Cocaïne des mers : dans les rouages du trafic de vessies de poissons
Georgetown (Guyana), reportage
Le marché aux poissons de Meadow Bank, quartier populaire du sud de Georgetown, est animé chaque matin par les chalands qui s’approvisionnent en machoirans, acoupas et autres requins. Cependant, la hausse des prix due au boom pétrolier et la raréfaction des poissons inquiètent les habitants de cette région amazonienne.

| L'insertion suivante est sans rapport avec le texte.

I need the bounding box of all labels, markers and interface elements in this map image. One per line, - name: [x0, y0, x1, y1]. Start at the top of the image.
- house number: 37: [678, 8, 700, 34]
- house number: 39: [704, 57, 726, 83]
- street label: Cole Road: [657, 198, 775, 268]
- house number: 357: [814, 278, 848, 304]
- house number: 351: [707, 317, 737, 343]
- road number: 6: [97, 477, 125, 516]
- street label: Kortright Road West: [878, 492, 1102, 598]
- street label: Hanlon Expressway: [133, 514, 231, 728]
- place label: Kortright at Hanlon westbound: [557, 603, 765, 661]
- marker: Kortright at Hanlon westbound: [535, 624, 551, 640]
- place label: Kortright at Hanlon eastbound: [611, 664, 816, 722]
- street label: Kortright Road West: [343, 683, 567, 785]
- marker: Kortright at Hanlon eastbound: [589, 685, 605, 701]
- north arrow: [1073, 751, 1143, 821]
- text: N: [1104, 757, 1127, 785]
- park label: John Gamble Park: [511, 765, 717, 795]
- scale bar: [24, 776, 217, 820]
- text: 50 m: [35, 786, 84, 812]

À l’arrière du marché, loin des marins, une ambiance différente règne sur les docks. Quatre jeunes pêcheurs trient des membranes flasques, les vessies natatoires d’acoupa, un organe qui permet aux poissons de flotter. Bien que peu appétissantes, ces vessies, une fois séchées, se vendent entre 1 000 et 1 500 euros le kilo sur les marchés d’Asie du Sud-Est, un prix astronomique comparé à celui du poisson.

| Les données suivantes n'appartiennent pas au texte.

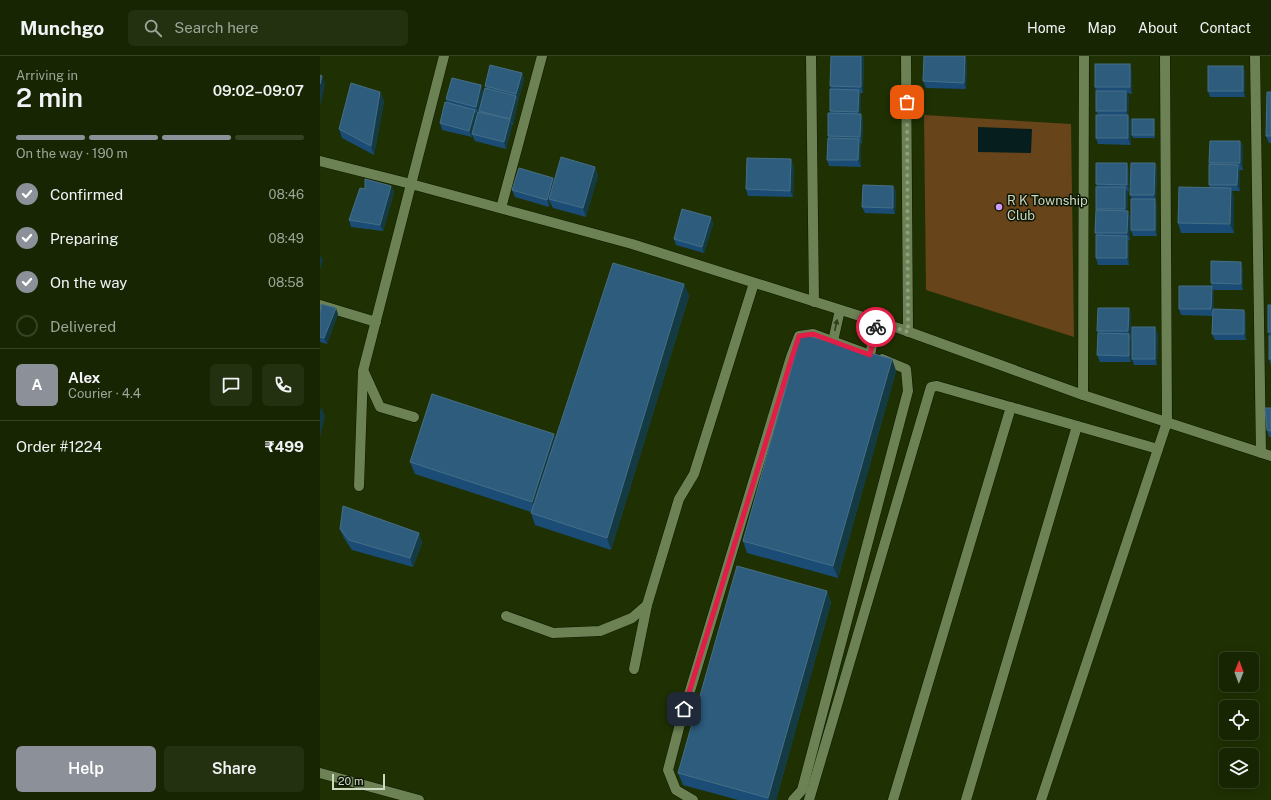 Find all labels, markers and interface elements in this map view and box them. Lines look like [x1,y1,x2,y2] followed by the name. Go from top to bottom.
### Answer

Selon Siyu Lam, chercheuse à l’université libre de Bruxelles, ces vessies, ainsi que les ailerons de requins et les concombres de mer, sont considérées comme des trésors de la cuisine de la mer et de la médecine traditionnelle chinoise. Leur valeur a considérablement augmenté, en partie à cause de la surpêche d’autres espèces.
Traditionnellement, ces vessies faisaient partie de la “godaille”, une part de la pêche versée informellement par le capitaine à son équipage. Aujourd’hui, elles constituent une source de revenus essentielle pour de nombreux pêcheurs. Troy Lewis, un pêcheur local, affirme que le commerce des vessies est devenu vital, avec plusieurs transactions par semaine.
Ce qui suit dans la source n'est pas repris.